=== STUDY MATERIAL ===

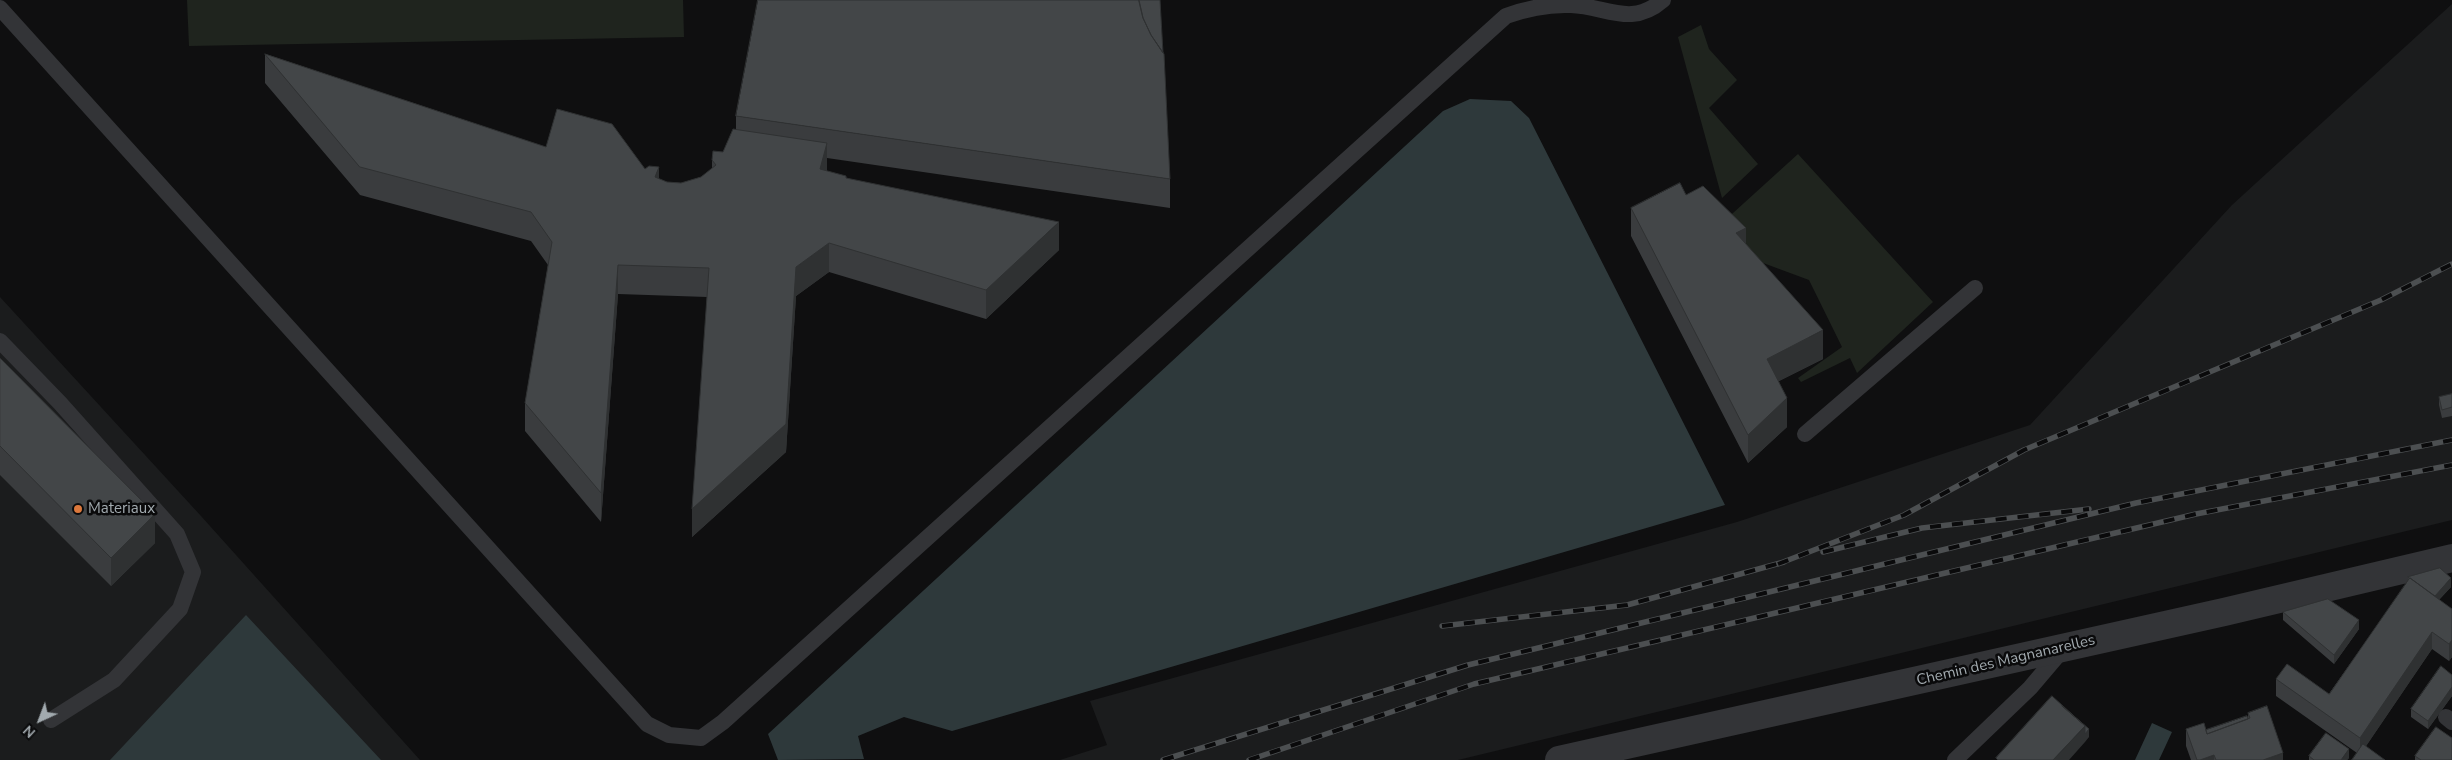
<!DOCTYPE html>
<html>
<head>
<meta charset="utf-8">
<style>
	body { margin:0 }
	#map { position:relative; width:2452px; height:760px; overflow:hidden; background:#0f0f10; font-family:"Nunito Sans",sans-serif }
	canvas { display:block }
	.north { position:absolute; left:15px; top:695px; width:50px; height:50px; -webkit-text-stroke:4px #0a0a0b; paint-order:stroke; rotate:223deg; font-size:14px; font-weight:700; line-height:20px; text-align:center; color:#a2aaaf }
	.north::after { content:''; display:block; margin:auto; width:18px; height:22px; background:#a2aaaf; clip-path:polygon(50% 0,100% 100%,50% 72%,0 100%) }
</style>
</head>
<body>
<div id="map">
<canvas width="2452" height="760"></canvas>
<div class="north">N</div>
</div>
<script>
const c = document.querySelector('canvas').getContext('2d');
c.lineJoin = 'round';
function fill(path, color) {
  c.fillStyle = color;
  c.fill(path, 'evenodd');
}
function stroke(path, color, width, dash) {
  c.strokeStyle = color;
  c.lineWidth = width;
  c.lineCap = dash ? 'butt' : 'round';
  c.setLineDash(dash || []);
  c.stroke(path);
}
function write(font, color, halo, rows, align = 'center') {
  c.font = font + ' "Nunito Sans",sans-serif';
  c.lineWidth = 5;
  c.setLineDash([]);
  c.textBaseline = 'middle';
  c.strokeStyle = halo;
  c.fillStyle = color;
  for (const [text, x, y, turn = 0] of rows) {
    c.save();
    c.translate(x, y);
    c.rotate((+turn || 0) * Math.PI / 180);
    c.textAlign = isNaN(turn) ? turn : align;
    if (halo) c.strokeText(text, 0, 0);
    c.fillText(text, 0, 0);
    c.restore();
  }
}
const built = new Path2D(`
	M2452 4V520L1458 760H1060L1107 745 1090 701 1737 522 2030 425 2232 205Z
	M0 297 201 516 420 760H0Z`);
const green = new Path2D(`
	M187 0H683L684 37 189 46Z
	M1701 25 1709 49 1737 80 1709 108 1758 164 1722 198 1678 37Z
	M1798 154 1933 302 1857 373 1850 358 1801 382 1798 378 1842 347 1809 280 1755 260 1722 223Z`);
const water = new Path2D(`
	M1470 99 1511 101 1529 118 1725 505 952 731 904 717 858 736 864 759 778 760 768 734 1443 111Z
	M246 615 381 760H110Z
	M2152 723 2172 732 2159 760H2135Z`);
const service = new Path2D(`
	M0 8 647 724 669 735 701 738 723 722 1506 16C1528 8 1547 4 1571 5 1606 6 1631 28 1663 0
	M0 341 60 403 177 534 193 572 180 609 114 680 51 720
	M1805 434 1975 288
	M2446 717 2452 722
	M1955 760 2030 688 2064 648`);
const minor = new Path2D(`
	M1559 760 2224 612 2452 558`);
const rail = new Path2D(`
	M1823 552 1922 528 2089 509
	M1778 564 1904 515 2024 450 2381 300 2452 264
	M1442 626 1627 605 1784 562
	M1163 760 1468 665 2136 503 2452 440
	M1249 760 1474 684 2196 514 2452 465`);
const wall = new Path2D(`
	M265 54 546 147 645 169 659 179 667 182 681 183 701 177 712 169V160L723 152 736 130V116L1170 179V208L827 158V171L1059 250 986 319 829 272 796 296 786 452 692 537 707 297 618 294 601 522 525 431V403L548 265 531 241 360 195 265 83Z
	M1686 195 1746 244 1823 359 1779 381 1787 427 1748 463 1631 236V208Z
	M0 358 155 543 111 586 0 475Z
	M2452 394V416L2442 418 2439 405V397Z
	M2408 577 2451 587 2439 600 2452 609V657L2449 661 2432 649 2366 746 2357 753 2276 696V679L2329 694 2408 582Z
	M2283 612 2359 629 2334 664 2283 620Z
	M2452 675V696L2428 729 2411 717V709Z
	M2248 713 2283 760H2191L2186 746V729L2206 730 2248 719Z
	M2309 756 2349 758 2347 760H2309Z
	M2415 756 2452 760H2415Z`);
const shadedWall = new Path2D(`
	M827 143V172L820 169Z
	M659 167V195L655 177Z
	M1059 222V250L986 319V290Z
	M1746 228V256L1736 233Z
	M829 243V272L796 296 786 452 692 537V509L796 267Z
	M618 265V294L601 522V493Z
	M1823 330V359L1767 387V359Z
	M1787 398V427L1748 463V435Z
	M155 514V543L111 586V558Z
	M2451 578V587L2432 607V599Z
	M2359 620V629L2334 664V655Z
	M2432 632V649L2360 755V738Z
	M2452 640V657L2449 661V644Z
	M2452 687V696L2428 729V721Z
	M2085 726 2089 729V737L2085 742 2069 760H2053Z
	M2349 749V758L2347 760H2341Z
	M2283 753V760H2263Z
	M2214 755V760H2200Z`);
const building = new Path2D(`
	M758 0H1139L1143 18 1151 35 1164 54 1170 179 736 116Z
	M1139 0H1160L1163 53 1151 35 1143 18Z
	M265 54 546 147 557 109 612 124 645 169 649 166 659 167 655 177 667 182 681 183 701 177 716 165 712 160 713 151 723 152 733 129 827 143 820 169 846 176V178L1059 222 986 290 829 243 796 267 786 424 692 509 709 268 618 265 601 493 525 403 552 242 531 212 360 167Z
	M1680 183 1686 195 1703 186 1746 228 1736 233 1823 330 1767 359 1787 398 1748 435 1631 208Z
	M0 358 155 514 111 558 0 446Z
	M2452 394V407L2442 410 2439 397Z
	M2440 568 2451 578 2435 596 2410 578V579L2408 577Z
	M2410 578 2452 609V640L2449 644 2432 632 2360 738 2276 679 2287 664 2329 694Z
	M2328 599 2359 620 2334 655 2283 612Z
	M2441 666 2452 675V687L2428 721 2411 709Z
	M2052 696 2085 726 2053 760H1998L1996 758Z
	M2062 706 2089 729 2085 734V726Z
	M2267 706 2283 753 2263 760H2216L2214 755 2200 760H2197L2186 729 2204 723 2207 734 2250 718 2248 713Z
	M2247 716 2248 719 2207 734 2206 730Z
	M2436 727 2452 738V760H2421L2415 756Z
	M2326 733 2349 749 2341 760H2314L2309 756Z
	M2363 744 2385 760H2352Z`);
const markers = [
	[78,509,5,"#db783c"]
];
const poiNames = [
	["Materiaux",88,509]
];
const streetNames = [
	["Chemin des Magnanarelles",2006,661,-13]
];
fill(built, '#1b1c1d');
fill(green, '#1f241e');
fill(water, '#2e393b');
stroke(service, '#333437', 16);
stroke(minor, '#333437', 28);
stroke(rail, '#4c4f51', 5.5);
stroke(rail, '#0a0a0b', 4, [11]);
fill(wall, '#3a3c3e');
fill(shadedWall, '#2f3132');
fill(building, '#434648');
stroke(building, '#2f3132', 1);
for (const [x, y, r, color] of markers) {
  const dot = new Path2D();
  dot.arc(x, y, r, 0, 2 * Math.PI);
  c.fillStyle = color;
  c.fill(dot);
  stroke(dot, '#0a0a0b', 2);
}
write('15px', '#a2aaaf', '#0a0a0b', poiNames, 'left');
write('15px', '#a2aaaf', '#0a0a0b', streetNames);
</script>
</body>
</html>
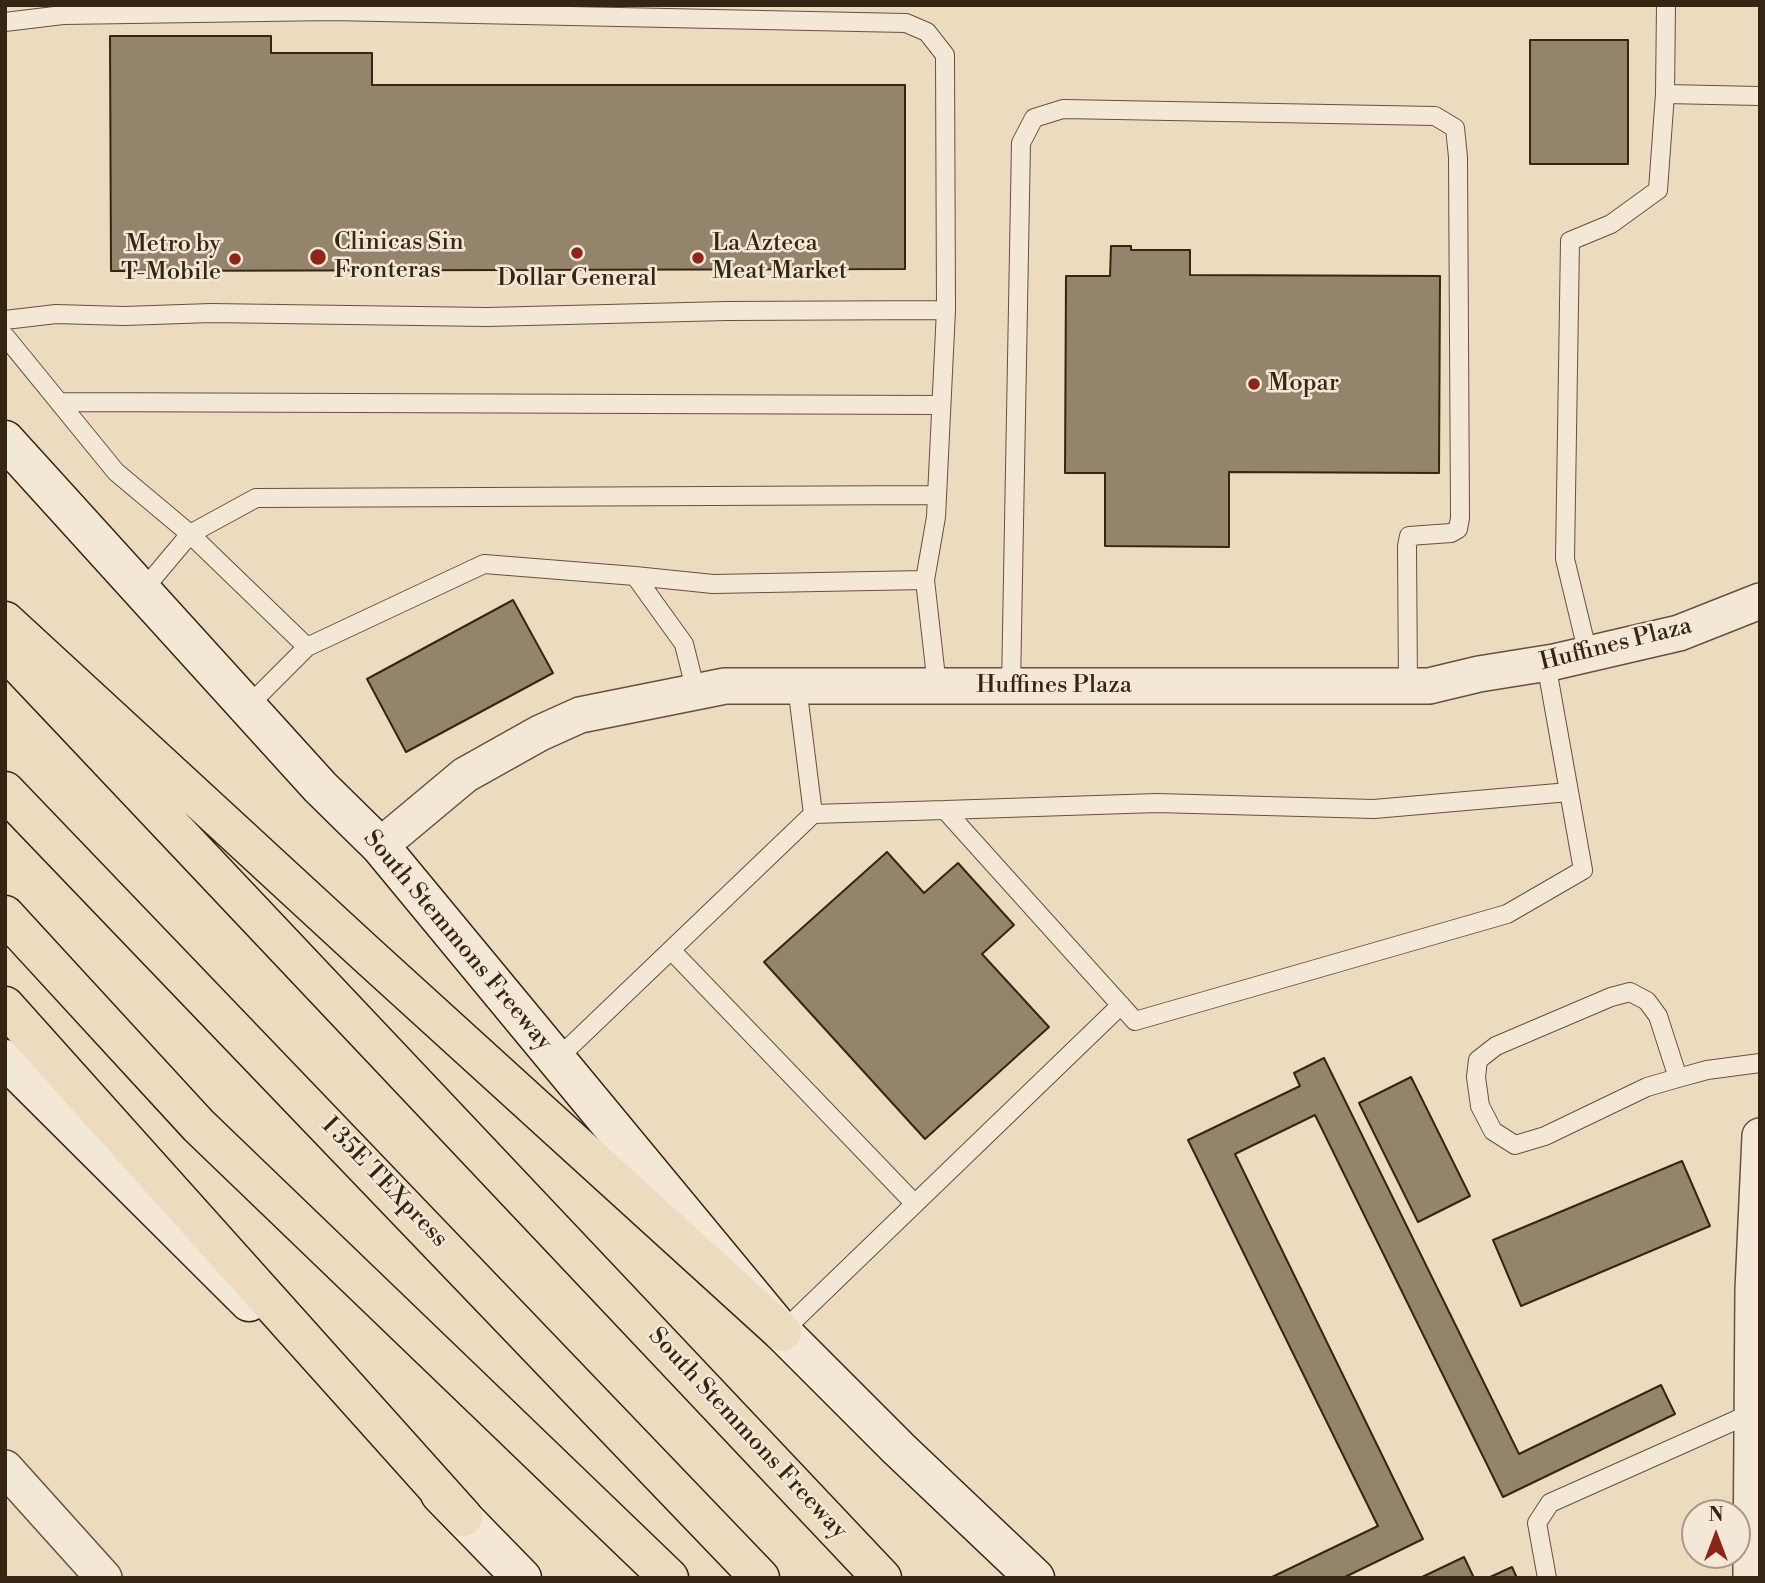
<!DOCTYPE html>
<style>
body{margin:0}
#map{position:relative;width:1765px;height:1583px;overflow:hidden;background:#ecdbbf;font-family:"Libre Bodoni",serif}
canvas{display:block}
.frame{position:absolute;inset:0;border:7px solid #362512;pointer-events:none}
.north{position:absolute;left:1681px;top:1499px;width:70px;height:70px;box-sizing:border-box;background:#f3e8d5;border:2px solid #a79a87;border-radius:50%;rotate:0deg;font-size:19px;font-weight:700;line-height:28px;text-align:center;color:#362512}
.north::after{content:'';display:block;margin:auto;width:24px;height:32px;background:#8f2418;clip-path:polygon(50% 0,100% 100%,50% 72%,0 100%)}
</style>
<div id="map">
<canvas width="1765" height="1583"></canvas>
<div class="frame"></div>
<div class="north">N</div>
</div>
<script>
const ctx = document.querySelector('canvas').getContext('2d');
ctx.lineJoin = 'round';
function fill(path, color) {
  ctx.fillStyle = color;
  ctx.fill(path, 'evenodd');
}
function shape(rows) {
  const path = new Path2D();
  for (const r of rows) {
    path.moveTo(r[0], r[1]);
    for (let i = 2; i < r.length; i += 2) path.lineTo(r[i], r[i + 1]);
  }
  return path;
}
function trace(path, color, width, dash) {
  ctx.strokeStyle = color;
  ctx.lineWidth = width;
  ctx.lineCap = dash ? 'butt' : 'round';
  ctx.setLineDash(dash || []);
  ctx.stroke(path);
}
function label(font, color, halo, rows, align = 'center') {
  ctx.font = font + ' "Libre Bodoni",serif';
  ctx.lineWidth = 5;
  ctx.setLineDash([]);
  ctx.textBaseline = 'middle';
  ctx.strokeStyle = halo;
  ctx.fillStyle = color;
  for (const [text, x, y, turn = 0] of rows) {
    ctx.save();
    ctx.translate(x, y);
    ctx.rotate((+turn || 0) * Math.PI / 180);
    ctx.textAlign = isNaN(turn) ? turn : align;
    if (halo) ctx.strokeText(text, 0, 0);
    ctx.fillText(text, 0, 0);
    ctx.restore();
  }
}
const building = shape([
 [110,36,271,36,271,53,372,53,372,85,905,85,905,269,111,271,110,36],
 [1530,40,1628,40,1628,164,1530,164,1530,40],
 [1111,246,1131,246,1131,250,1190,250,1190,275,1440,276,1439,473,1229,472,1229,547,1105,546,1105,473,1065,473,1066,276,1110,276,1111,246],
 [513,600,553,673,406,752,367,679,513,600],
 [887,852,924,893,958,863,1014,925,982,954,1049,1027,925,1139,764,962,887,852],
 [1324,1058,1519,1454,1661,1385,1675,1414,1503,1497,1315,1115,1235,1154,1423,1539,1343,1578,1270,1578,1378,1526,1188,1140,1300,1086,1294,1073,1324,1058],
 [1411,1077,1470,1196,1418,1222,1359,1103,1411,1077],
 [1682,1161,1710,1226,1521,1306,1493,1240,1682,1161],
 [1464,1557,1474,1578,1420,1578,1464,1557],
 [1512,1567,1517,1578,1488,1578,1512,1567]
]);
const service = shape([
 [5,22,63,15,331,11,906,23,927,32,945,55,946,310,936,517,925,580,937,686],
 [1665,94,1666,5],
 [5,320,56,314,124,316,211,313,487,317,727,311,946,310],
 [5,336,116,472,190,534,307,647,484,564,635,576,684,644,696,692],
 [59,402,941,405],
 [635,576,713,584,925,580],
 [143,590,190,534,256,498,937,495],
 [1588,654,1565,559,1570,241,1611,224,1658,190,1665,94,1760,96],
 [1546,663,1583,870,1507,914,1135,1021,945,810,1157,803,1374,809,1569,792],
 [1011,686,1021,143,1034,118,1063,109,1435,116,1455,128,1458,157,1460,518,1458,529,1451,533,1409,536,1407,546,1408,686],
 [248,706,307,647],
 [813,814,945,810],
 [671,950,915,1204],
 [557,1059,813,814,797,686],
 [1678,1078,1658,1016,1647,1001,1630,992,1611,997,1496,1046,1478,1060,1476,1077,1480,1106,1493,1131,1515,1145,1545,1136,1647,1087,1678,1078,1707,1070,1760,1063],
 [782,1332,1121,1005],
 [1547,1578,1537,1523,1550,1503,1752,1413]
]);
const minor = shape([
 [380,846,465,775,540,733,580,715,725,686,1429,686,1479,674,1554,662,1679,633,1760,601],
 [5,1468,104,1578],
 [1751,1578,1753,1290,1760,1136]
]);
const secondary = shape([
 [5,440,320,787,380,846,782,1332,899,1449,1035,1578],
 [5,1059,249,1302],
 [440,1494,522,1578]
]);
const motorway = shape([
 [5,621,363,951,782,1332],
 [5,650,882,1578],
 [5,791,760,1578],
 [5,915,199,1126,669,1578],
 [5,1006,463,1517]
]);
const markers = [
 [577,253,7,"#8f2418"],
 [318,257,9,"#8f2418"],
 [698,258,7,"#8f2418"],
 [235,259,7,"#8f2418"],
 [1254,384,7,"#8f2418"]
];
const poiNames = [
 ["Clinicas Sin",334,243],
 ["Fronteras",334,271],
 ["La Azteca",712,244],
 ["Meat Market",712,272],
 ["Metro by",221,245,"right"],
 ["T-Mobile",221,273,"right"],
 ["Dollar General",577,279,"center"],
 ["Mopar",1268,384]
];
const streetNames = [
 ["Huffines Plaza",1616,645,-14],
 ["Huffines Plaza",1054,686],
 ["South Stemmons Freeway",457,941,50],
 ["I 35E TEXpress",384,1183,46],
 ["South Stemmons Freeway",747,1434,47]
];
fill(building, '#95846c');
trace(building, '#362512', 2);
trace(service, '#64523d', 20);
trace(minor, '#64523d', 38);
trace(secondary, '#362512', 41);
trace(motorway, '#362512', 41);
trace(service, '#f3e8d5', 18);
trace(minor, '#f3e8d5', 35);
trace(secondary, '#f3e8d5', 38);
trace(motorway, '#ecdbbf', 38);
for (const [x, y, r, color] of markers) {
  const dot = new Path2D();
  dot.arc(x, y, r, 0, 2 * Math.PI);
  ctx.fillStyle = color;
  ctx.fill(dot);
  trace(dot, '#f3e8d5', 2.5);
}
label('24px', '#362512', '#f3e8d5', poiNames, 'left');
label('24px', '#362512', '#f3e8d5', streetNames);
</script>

===

_WHAT YOU WILL DO_
Leaving out the pictures, print each line of the records above from the first up to and including the one that contains "position:absolute; left:15px; top:695px;", exactly as written.

_ANSWER BOX_
<!DOCTYPE html>
<html>
<head>
<meta charset="utf-8">
<style>
	body { margin:0 }
	#map { position:relative; width:2452px; height:760px; overflow:hidden; background:#0f0f10; font-family:"Nunito Sans",sans-serif }
	canvas { display:block }
	.north { position:absolute; left:15px; top:695px; width:50px; height:50px; -webkit-text-stroke:4px #0a0a0b; paint-order:stroke; rotate:223deg; font-size:14px; font-weight:700; line-height:20px; text-align:center; color:#a2aaaf }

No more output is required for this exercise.